Primary LanguageJupyter Notebook

Group-Project1

Project Introduction

In this project, we are curious in several stock market related topics. While our main focus is to identify any potential correlations between tweets from major hedge fund managers and the stock market fluctuations, we are also interested to uncover any major correlation between the US and Canadian Stock Market. We are looking to gather data through different channels and answer the questions by running sentiment analysis on the data.

Reaserch Questions to Answer

Is the US stock market and stock markets in other parts of the world correlated? How do US hedgefundmanagers predict/correlate (using sentiment analysis) to the canadian or us market? What is the correlations between the tweets and the market? Do possitive or negative tweets have a greater correlation with the market?

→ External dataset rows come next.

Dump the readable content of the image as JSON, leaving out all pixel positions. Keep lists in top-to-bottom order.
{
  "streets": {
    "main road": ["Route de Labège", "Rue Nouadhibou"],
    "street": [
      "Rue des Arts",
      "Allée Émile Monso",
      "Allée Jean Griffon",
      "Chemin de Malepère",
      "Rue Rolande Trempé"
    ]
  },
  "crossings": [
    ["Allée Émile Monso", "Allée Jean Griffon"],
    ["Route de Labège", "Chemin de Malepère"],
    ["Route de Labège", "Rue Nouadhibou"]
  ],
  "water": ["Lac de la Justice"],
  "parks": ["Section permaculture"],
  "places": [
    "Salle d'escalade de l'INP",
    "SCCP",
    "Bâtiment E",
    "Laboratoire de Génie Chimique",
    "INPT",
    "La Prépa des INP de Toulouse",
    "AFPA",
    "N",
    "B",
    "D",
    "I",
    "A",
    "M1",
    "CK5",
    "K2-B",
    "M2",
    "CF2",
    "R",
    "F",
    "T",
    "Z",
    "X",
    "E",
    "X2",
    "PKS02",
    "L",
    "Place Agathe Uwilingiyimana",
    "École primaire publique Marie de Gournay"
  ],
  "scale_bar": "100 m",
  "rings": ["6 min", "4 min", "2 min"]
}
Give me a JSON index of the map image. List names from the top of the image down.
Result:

Team Members and Task Division

Scrum: Ning Ding API: David John Chartrand Data manipulation: Ning Ding Visulization: David Haiming Wang

Dataset to be used

Twitter API Yahoo finance (Yfinance)

Project Flow:

Part I: Data Sourcing, Gathering and Preparation:

Stock Data

Ning located Yfinance from Github which allowed him to download stock prices for any given ticker from Yahoo Finance. Ning defined several functions to help narrow down the data by time frame, he also cleaned the data by dropping irrelevent values and columns and only keeping the stock prices. Ning retrieved the stock prices for two indexes: SPY (represents the US Stock Market) and ACWX (used to represent the other stock markets in the world). Ning created a column and using simple column manipulations to calculated the return of both stocks for each day.

Twitter Analysis & API

David began the project ny narrowing down the accounts we looked at by looking at the accounts that Ning was following. David then created a DataFrame that incompassed these users ID, Username, and Name. I them created a random sample of the users and collected their twitter timeline from the last years. Then Ning create a script to use HuggingFace sentiment analysis to evaluate where the tweets were positive or negative to see if there was a correlation between the tweet sentiment and the S&P 500 stock price.

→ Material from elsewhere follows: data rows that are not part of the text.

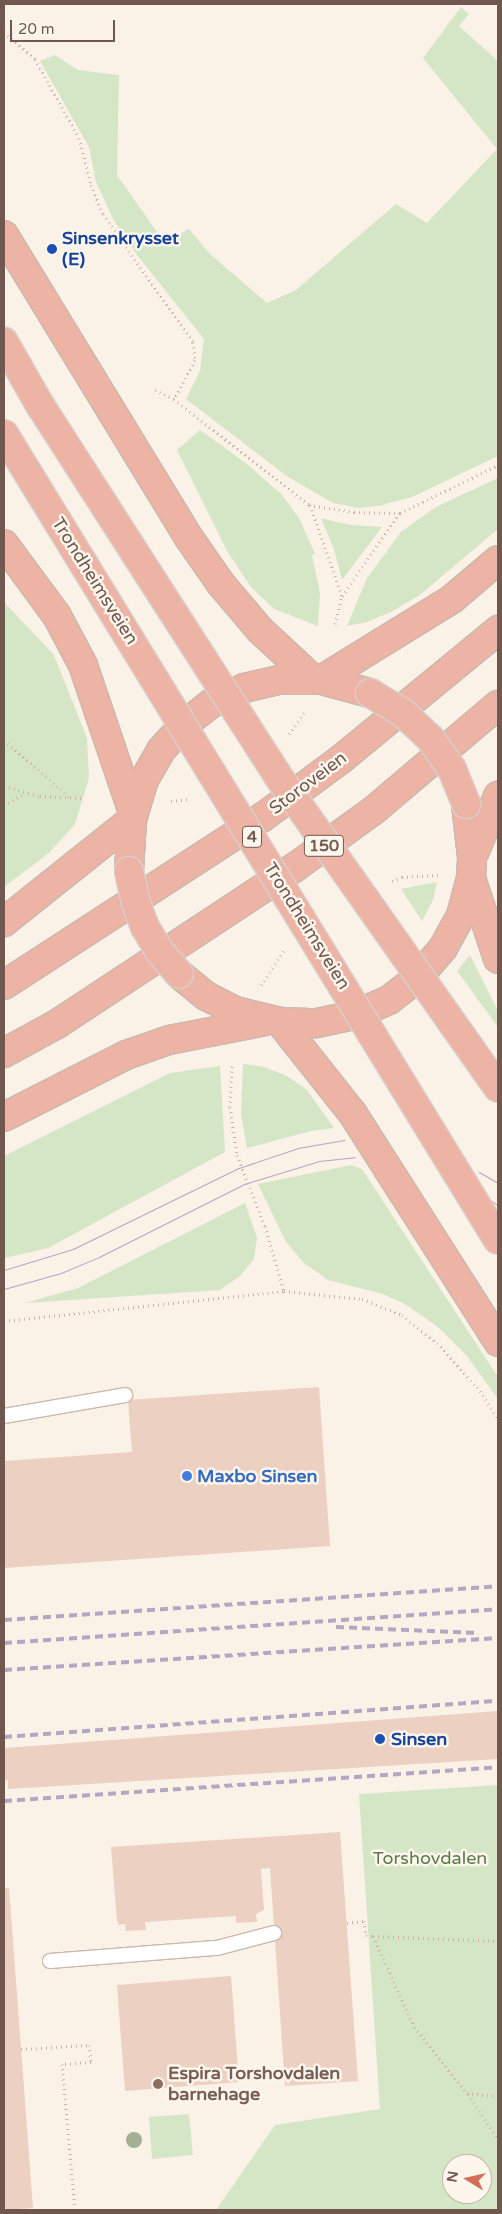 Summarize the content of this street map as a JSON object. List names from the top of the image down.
{
  "streets": {
    "highway": [
      "Trondheimsveien",
      "Storoveien",
      "4",
      "150"
    ]
  },
  "parks": ["Torshovdalen"],
  "places": [
    "Sinsenkrysset (E)",
    "Maxbo Sinsen",
    "Sinsen",
    "Espira Torshovdalen barnehage"
  ],
  "scale_bar": "20 m",
  "north": "left"
} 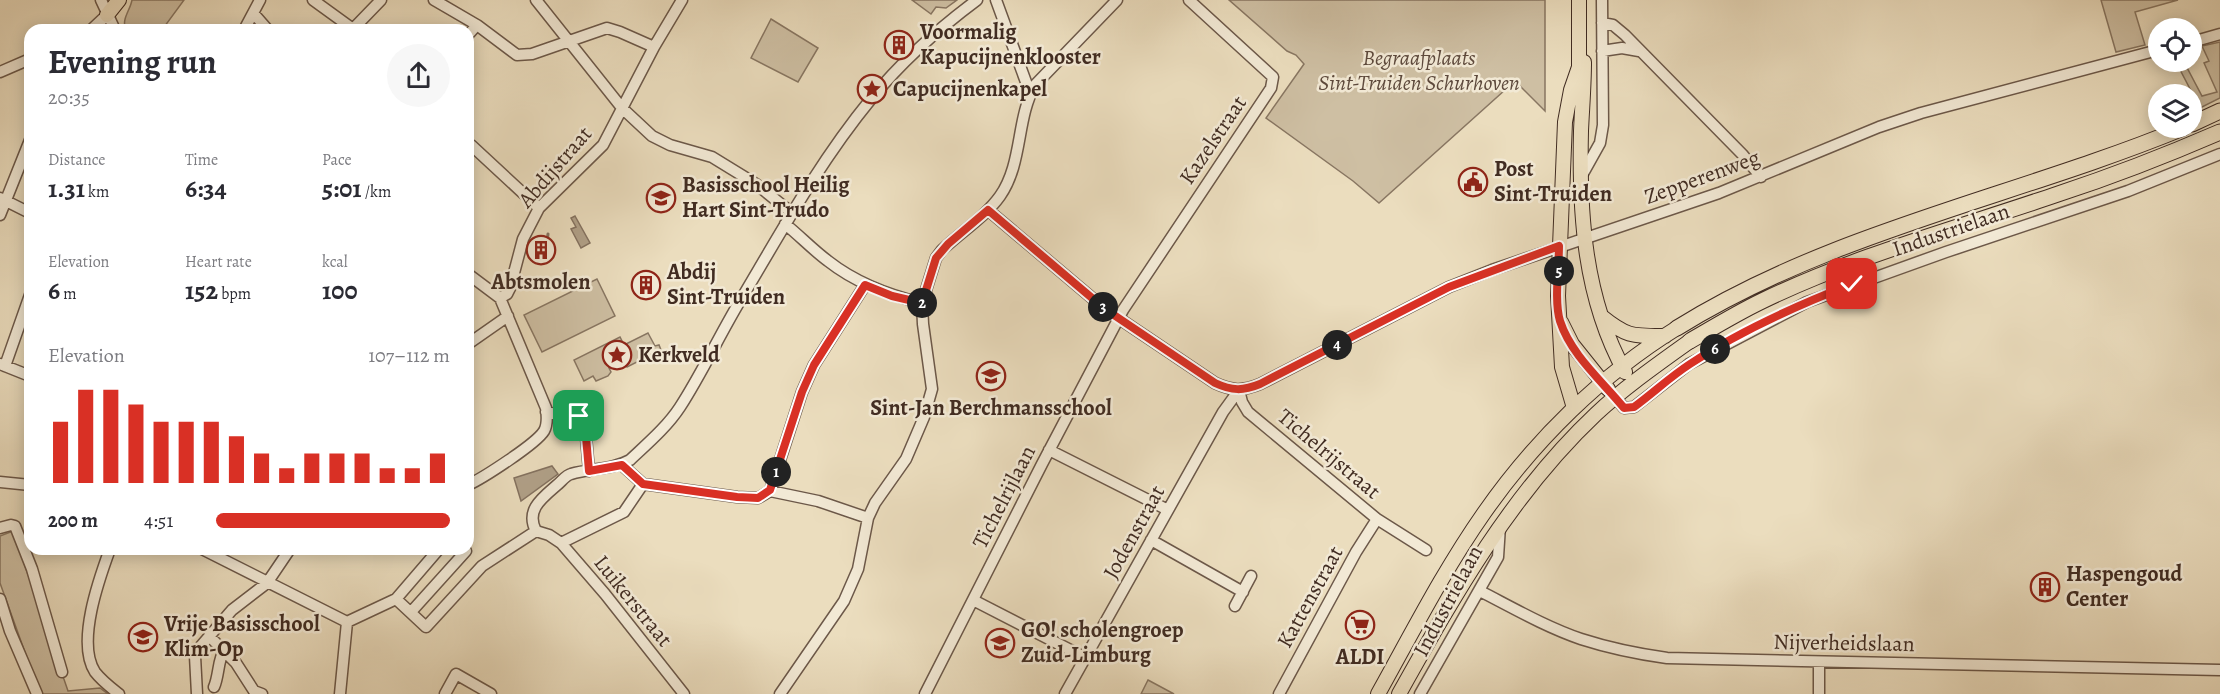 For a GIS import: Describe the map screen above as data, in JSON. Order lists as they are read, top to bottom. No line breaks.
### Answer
{"streets":{"street":["Kazelstraat","Abdijstraat","Zepperenweg","Industrielaan","Tichelrijstraat","Tichelrijlaan","Jodenstraat","Kattenstraat","Luikerstraat","Nijverheidslaan"]},"crossings":[["Kazelstraat","Tichelrijlaan"],["Zepperenweg","Tichelrijstraat"],["Zepperenweg","Jodenstraat"],["Industrielaan","Nijverheidslaan"],["Tichelrijstraat","Jodenstraat"],["Tichelrijstraat","Kattenstraat"]],"parks":["Begraafplaats Sint-Truiden Schurhoven"],"places":{"building":["Voormalig Kapucijnenklooster","Abtsmolen","Abdij Sint-Truiden","Haspengoud Center"],"place":["Capucijnenkapel","Kerkveld"],"public building":["Post Sint-Truiden"],"school or university":["Basisschool Heilig Hart Sint-Trudo","Sint-Jan Berchmansschool","Vrije Basisschool Klim-Op","GO! scholengroep Zuid-Limburg"],"supermarket":["ALDI"]},"page":{"heading":["Evening run","20:35"],"stats":[["Distance","1.31 km"],["Time","6:34"],["Pace","5:01 /km"],["Elevation","6 m"],["Heart rate","152 bpm"],["kcal","100"]],"pins":["5","2","3","4","6","1"],"chart":["Elevation","107–112 m"],"list":[{"name":"200 m","note":"4:51"}]}}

Part II: Data Manupulation and Creating Visualization

SPY vs ACWX

In order to compare the relationship between the return of SPY and ACWX, Haiming merged previous created data frames from SPY and ACWX, also created line chart to show the return of both stocks over the years. Also created Scatter plot and used linear regression to discover the correlation between the two stock indexes. The result shows although over all the US Market has higher return on average (might also because the world market index ACWX was only incepted in 2008), the two markets has a strong positive correlation based on these two indexes, we obtained a pearson correlation coefficient of 0.80.

SPY vs Twitter Sentiment Analysis Result:

Using David's results from the sentiment analysis, Haiming merged the analysis result (data frame) with the SPY return, he used hvplot to created a line chart showing the trends of both the sentiment score and the SPY return during the same time period. He also created a scatter plot and generated a linear regression showing very weak correlation between the two with a pearson coefficient of 0.02 only. Another factor to consider when looking at the result is the small sample size of the tweets we used to test the hypothesis

Some Observations and Questions After looking at SPY

  1. SPY daily return is not normalize distributed
  2. SPY has fatter tail and negative skewed. which means negative out come thend to become more frequent and larger then a normal distribution applied
  3. The daily up & down occurance tend to become 50/50 and evenly distributed. A 3 days consective positive return is rare; (based on 1993 data) a 6 days consecutive positive return is extremly rare: 98.08% consecutive upday below or equal 6 days.

Questions based on these observations: Does each day's return has its independ probability? Does a 6-day consecutive return alwasys signals a immediate reversal? What about overlaping factors on 5 or 4 days? Since the occurance is less rare and comparable meanningful as well.

  1. The rolling 5 days ATR suggest the true range of daily high-low is 1.616% compare rolling 50-years historical realize vol at 1.314% daily. The stock is at high vol regime; Maybe consider to work on setting risk management tight/adjust expectation based on current/forecast(catalyst) vol enviorment. 5.SPY vs rest of word: SPY- us 500 major stock index ACWX-ex US etf. reference at: factsheet: https://www.ishares.com/us/literature/fact-sheet/acwx-ishares-msci-acwi-ex-u-s-etf-fund-fact-sheet-en-us.pdf General take away: SPY tend to outperform ACWX in majority of times; more effcient risk adjust return investment comapre to ACWX. To support claim base on following metrix: CAGR% spy 9.67% vs 0.86% Sharp 0.54 vs 0.13 combine with Sortino for downside SPY 0.83 VS ACWX0.24; Pearson correlation coefficient between SPY and ACWX is 0.80, showing a strong positive correlation.